Task to complete
The answer required is how many lines of the following entries contain the word "elements", with no other words.

Exercise inputs
........
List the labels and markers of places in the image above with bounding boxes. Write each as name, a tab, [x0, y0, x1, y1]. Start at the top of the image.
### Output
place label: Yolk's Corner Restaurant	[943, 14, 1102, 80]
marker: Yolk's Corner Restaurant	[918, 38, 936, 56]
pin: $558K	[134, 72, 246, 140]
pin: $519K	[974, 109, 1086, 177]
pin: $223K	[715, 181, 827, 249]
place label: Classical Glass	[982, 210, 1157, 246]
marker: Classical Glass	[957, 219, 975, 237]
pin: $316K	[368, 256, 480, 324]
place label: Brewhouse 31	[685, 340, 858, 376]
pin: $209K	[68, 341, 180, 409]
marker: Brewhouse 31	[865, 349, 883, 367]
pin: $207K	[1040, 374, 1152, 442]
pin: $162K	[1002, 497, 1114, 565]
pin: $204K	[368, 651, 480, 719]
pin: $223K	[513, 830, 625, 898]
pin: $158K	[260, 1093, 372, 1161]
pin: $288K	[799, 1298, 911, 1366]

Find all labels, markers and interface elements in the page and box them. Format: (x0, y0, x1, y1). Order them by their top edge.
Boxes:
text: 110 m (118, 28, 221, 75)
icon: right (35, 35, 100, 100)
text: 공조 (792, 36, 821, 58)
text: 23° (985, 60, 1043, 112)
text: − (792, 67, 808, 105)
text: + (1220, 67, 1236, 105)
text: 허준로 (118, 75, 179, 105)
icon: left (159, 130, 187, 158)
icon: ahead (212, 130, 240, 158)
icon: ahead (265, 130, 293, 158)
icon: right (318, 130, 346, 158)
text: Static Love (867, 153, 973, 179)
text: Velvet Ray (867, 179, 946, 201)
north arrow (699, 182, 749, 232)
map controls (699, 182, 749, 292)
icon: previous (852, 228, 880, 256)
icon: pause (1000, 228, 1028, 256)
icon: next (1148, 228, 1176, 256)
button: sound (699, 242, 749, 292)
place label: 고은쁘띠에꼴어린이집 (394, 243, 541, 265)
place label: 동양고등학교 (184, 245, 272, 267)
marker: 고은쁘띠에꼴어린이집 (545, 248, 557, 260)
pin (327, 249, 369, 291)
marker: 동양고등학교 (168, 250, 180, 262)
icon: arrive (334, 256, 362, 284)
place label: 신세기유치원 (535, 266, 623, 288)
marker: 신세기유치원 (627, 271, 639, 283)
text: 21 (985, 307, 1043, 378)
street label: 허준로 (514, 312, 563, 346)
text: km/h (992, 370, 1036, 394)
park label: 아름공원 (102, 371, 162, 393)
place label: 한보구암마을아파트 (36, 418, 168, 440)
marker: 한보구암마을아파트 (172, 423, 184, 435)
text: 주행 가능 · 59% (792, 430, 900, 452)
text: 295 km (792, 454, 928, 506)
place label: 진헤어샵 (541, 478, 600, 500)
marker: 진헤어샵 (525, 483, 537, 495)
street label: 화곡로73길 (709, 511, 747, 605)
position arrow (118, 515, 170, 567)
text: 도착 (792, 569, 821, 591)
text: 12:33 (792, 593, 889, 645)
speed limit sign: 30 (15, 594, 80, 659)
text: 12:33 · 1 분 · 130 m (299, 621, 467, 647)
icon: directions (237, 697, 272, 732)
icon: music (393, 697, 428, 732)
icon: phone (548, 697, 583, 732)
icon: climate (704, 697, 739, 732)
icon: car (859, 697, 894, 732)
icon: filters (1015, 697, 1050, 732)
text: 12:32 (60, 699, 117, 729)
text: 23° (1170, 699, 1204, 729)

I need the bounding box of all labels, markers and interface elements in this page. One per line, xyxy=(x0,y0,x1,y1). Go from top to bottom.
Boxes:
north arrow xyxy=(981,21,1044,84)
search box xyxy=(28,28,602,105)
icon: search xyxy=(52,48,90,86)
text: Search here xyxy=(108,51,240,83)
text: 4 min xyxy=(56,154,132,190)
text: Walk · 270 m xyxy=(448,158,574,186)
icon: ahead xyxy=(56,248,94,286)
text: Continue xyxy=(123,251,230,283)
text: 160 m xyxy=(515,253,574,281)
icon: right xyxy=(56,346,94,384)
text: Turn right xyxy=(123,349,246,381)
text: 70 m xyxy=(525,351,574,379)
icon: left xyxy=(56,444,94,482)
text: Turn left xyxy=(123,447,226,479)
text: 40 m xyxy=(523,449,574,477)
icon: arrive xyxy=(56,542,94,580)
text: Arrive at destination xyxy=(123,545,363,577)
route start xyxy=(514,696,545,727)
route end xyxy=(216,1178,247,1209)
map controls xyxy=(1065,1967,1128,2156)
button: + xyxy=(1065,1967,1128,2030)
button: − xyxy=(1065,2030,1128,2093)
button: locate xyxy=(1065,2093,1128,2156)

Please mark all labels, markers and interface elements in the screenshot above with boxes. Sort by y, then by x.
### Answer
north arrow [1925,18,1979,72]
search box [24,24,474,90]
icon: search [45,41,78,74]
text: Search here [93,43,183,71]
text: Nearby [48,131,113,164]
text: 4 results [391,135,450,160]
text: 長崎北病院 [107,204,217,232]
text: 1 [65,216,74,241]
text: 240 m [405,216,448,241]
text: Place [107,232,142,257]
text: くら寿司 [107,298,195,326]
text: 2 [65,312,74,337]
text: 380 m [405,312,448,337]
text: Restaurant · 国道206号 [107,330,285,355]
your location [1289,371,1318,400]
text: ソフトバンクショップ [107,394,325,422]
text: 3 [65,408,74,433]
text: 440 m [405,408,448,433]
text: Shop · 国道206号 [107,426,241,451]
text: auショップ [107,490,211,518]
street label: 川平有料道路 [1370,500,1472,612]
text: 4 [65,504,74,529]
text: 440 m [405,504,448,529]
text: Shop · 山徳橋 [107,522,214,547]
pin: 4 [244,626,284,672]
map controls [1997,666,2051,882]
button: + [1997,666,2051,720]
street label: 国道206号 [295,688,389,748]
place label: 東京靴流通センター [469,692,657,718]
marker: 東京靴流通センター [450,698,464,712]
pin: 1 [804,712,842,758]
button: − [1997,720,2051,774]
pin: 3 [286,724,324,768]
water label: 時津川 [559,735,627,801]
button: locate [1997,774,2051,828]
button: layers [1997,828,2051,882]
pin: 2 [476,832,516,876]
........
Expected answer
3